[libvirt-users] VM's in a HA-configuration - synchronising vm config files

Wed Mar 2 23:51:29 UTC 2016

Good evening,

The shared-nothing sync of local files/directories within a cluster is one 
of my favorite topics about failures and data loss.. :)

This kind of thing is usually best achieved by an external configuration 
management tool (puppet, chef, whatever, etc..). or by an external storage 
system..

If you really are determined to do this, then please considering the 
following items:

1) when host1 will go down, host2 will take over and restart your VMs just 
fine (I hope).
After fixing host1, you bring it up and the cron host1->host2 kicks 
in, overwriting the live files on host2 with those from the just-salvaged 
host1 (might be corrupt, outdated or gone).

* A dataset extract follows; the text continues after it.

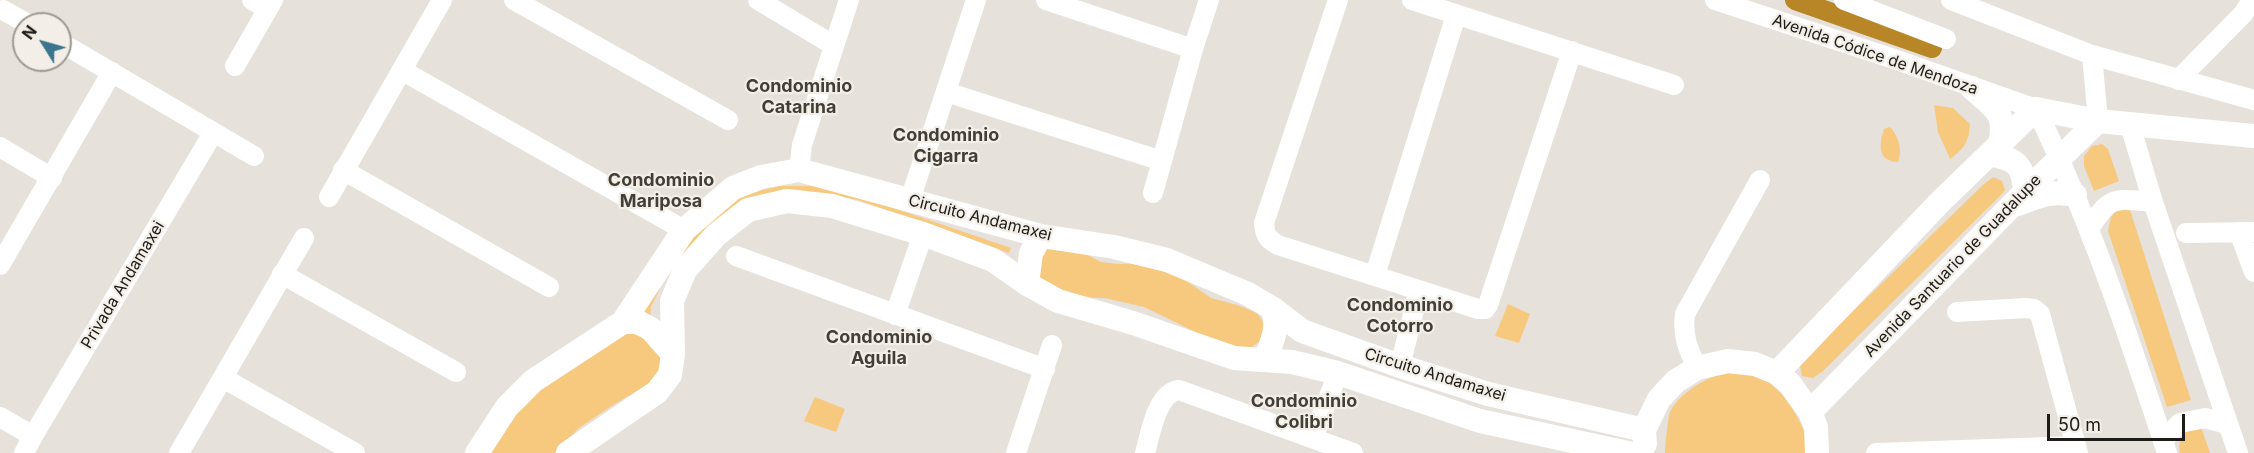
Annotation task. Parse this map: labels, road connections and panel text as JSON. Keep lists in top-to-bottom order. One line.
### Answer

That's why you need to make the 'scheduler' follow the service group of 
your VM's (it must only run where the vg is active and imported).

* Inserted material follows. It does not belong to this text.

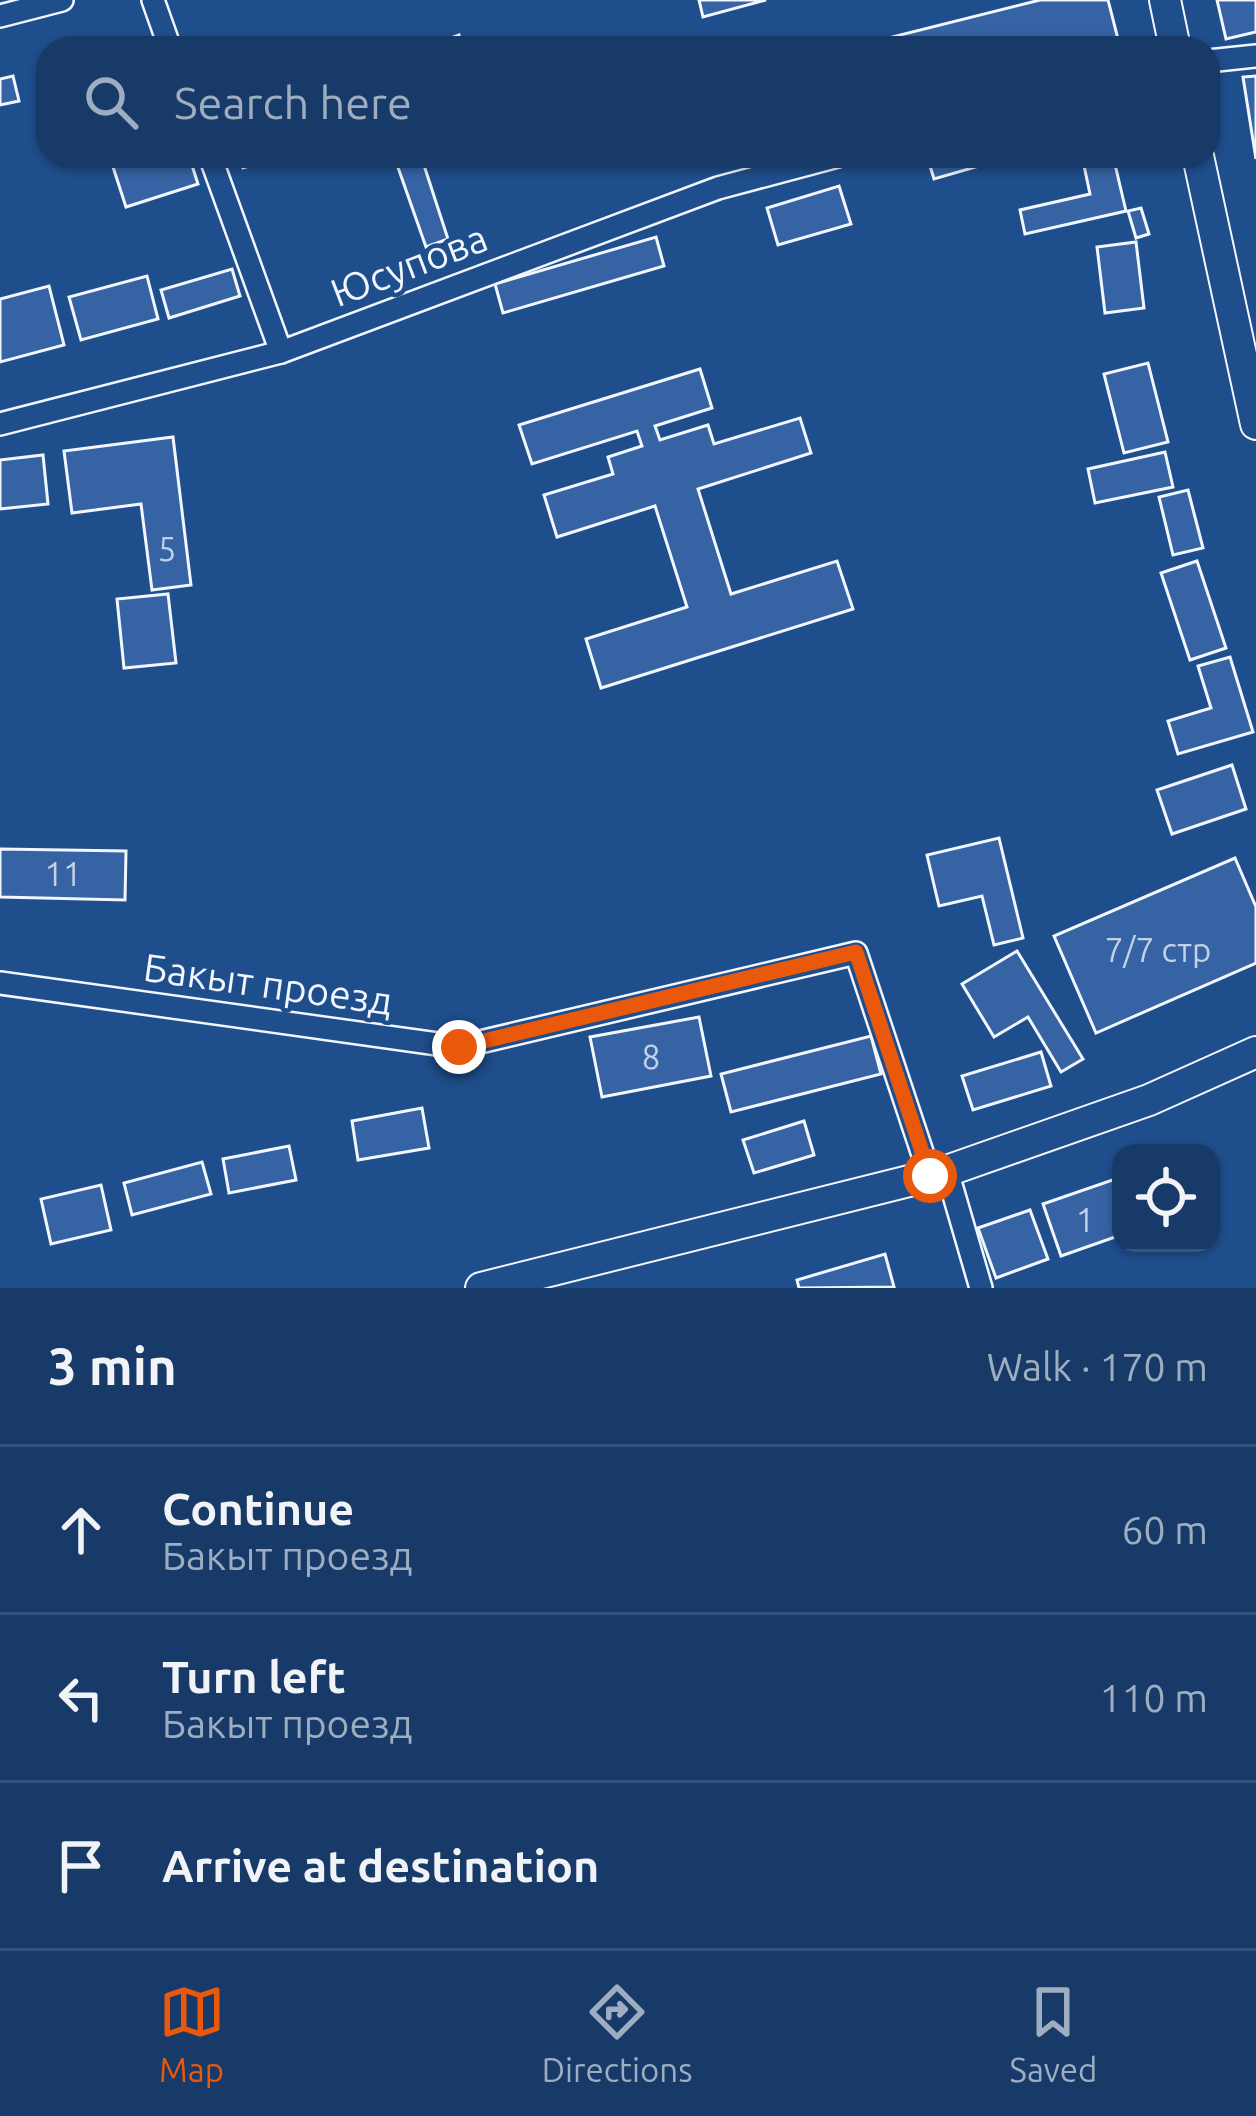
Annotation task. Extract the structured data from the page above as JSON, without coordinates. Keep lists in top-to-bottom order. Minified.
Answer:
{"streets":{"street":["Юсупова","Бакыт проезд"]},"house_numbers":["5","11","7/7 стр","8","1"],"page":{"search":"Search here","heading":["3 min","Walk · 170 m"],"list":[["Continue","Бакыт проезд","60 m"],["Turn left","Бакыт проезд","110 m"],"Arrive at destination"],"nav":["Map","Directions","Saved"]}}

2) What if you need to bring host1 up with networking after its crash?
Perhaps you don't want to have host2 sync -back- the VMs to host1 when 
you're not ready.

3) even if you solve [1] and [3], a manual failover from host2 to host1 
during the day might leave some corrupted files if there's an rsync in 
progress (if it hasn't finished yet).

If the quantity of data you are syncing is low or if you are very careful, 
you might avoid hitting [3] but once the duration of the 'rsync' processes 
becomes noticeable you're increasing your risk (I once had a few hundreds 
of GB's suddenly re-appear because a failover had occured).

So when I had to do something like this (and it wasn't even safe in all 
cases), it was by using 'lsyncd' with inotify and rsync in an HA 
configuration (the 'lsyncd' process would follow the main process service 
group) where the rsync's spawned by lsyncd would only attempt to reach out 
to the peer's service IP. Those IPs were brought up by the clustering 
software on each of the node so they could only be up if the recovered 
node was fully up.

The HA config prevents [1] and the service IPs brought up by the 
clustering software prevent [2]. Avoiding [3] is a matter of luck.

That being said, having a shared-nothing system for keeping local files in 
sync within an HA cluster has some good uses.. :)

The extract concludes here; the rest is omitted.